13. Administer antibiotics to children in suspected septic shock. Loading patients with potent antibiotics may cause the release of large amounts of endotoxins from lysed bacteria. Therefore, children may initially appear worse after the administration of antibiotics.

14. Insert a foley catheter. Urine output is a sensitive measure of perfusion status and adequacy of therapy.

15. Insert a nasogastric/orogastric tube to decompress the stomach.

16. Hemodynamically unstable children should be initially managed by aggressive fluid resuscitation. Because of massive vasodilation and capillary leakage, parenteral fluid administration may be up to 60-80 cc/kg during the first hour.

If poor perfusion persists despite adequate ventilation, oxygenation and volume expansion, inotropic support is indicated.

Drug therapy should be initiated in normotensive children only after adequate fluid resuscitation. If the child is hypotensive, an epinephrine or norepinephrine drip should be started. In the hypotensive septic child, large doses (up to 1.0 -1.5 µg/kg/minute) may be needed.

If the septic child is normotensive but poorly perfused, a dopamine infusion is indicated. Dopamine is a less potent peripheral vasoconstrictive agent and is helpful in less severely ill children with sepsis. The initial infusion rate is 5-10 µg/kg/minute. If the infusion rate exceeds 20 µg/kg/minute, a more potent agent (epinephrine or norepinephrine) is indicated. Drugs used to improve cardiovascular stability are potent, and often have significant side-effects.

Antibiotic administration - Antibiotics should be given after blood, urine, and CSF cultures are drawn. They should have a wide spectrum and be effective against both gram-positive and gram-negative organisms.
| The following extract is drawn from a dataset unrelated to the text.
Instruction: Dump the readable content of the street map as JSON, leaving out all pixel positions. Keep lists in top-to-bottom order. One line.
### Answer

The recent emergence of penicillin-resistant streptococcus pneumonae necessitates the addition of vancomycin. Vancomycin is not indicated in a child being treated for occult bacteremia.

Initial antibiotic coverage is dependent upon the age of the child. The following loading doses are recommended:

<1 months of age - ampicillin 200 mg/kg + cefotaxime (Claforan®) 100 mg/kg

OR

ampicillin 200 mg/kg + gentamycin 2.5 mg/kg

>1 months of age - vancomycin 10-15 mg/kg + ceftriaxone (Rocephin®) 50-75 mg/kg

OR

+ cefotaxime (Claforan®) 100 mg/kg

If the child has an indwelling invasive catheter (or VP shunt), the following antibiotics should be administered:

vancomycin (Vancocin®) 10 mg/kg

+ cefotaxime (Claforan®) 100 mg/kg

The septic child may initially get worse after antibiotics have been administered because endotoxins are released into the circulation when bacteria die.
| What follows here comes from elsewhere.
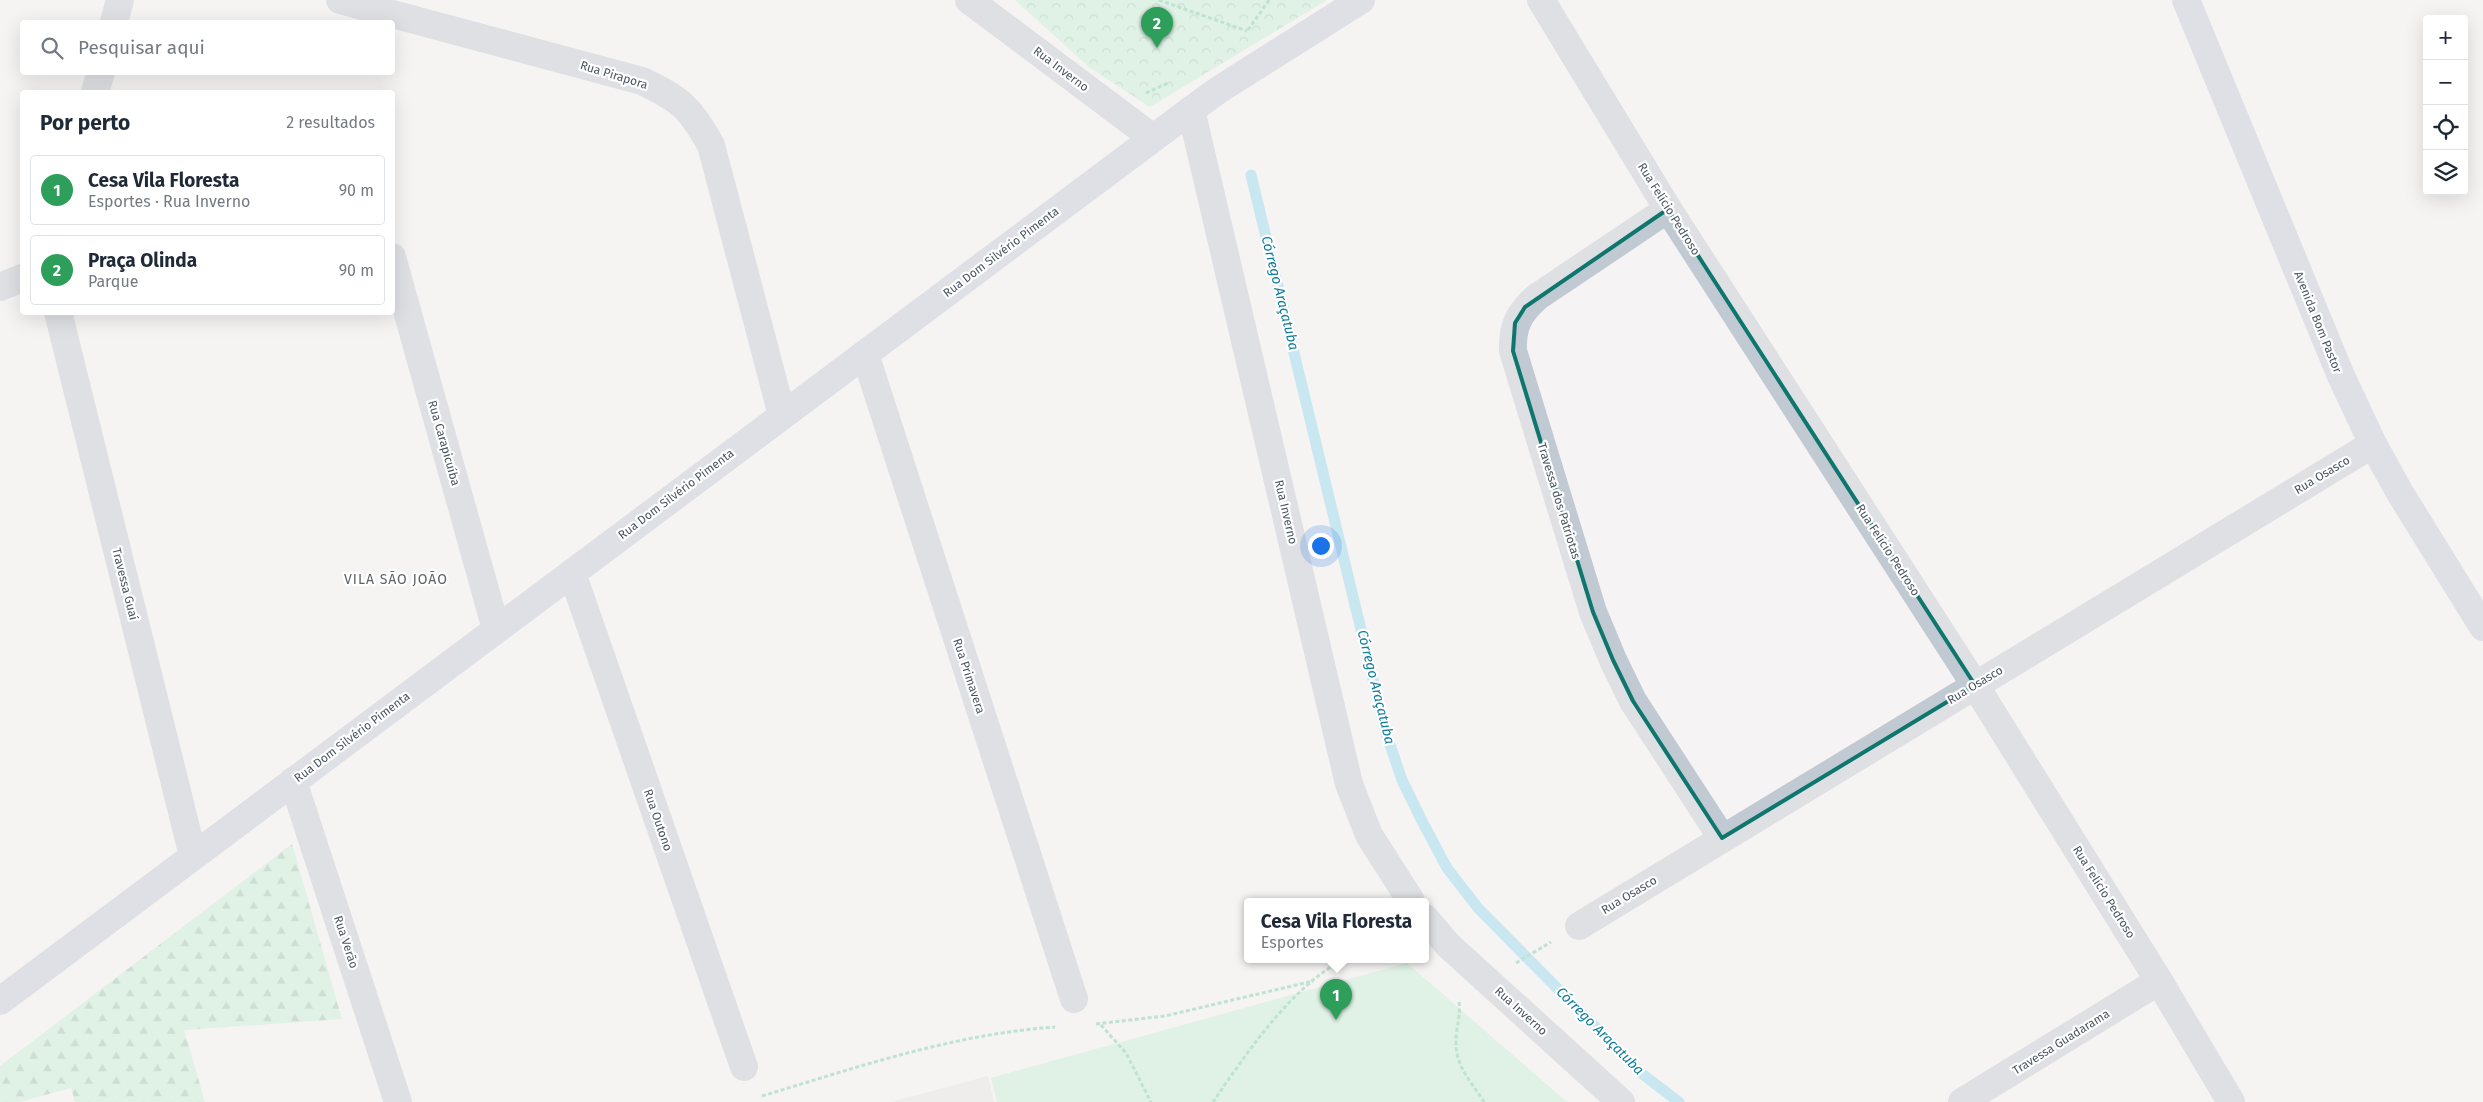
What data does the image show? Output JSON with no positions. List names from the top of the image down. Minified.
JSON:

The value of corticosteroids in the treatment of septic shock is unproven. In meningitis, data suggest a benefit, but decadron is no longer recommended unless the child is suspected to have H influenza meningitis.

Reduce fever - Fever should be treated with acetaminophen, ibuprofen and/or cooling blankets or a fan.

d. Summary

Recognition of shock by health care providers is the key to patient survival. Once decompensation and significant hypotension develop, the probability of mortality is high. In addition, frequent reassessments are necessary to ensure a good outcome. In pediatric patients with shock, the most common mistake that is made is not giving enough fluids. The key is to continue to reassess and administer fluid until perfusion returns to normal or the child becomes fluid overloaded.